A Sala das Sereias mantém o ambiente decorativo simbólico ligado aos Descobrimentos e à poética camoniana. Diz-se que numa das varandas do palácio, D. Sebastião ouviu pela primeira vez a narrativa dos Lusíadas. O quarto deste rei também está decorado com azulejos do século XVII, notáveis pelos motivos de parras em relevo.Da Sala dos Brasões ao Pátio Central, passando ainda pela Capela do palácio e pela belíssima Sala Árabe, estão sempre presentes. Da flor de lis à esfera armilar, a azulejaria passa também pelos motivos geométricos, vegetalistas, encordoados e laçarias.
A arte da azulejaria não espelha apenas a questão estética. Especialmente o revestimento monumental das paredes, funde também estilos, árabes, portugueses e hispânicos que, neste palácio, valoriza de forma distinta os espaços decorados.

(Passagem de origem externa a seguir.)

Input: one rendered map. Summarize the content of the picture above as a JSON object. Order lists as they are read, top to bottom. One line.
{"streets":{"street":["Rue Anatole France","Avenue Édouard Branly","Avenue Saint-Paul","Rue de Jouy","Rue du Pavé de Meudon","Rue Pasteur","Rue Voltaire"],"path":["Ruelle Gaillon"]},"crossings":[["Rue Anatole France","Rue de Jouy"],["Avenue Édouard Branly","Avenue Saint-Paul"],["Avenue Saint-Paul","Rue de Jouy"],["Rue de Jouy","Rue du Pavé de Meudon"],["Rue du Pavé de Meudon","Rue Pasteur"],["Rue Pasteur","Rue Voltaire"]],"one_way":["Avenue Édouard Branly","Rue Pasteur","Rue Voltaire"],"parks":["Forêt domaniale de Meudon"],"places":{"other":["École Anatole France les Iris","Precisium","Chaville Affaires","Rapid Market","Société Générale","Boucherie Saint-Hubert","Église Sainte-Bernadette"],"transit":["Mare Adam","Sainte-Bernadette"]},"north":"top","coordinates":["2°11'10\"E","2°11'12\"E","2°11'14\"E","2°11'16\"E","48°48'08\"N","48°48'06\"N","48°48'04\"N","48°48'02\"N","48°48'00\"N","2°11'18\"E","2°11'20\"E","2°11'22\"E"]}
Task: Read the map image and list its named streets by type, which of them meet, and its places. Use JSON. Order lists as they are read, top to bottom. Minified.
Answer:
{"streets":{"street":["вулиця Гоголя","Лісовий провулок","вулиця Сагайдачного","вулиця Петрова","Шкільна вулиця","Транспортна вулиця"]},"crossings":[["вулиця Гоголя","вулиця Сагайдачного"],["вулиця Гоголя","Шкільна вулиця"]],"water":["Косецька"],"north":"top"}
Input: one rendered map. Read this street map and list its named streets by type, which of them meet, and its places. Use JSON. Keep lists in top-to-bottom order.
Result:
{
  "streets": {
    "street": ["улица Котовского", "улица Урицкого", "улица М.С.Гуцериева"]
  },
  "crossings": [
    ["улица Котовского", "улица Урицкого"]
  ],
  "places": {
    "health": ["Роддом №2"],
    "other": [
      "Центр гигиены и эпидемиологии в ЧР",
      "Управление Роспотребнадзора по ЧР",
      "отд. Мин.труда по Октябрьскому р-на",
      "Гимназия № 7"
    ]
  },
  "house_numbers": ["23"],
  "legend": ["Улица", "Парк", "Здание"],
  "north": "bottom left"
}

Além do estético, também o simbólico está presente um pouco por todo o palácio. Da Sala das Sereias à deslumbrante Sala dos Brasões, passando pela Capela Palatina e até mesmo pela cozinha, os elementos simbólicos estão patentes em diversos elementos decorativos.
AMBIENTE E SOFISTICAÇÃO
O Pátio Central é um espaço emblemático, estético e ambiental. É, também, tecnicamente sofisticado. Privilegiado pelo rei João I como pátio dos seus aposentos, testemunho da tradição arquitectónica árabe, é agradável, fresco, intimista e rico em azulejaria.
A sofisticação está patente na Gruta dos Banhos. Além dos motivos decorativos representados nos azulejos – temas mitológicos, as quatro estações e a Criação do Mundo –, é um engenhoso sistema de duche de água constituído por duas filas de pequenos repuxos.
Aproveitar a noite para recordar e/ou saber do passado. É, também para isso, que os palácios existem. Para nos mostrar o anterior, alimentar a curiosidade, oferecer um detalhe ou um cenário, espantar-nos. Ajuda a manter o passado, a perceber o presente e, por vezes, a antever o futuro.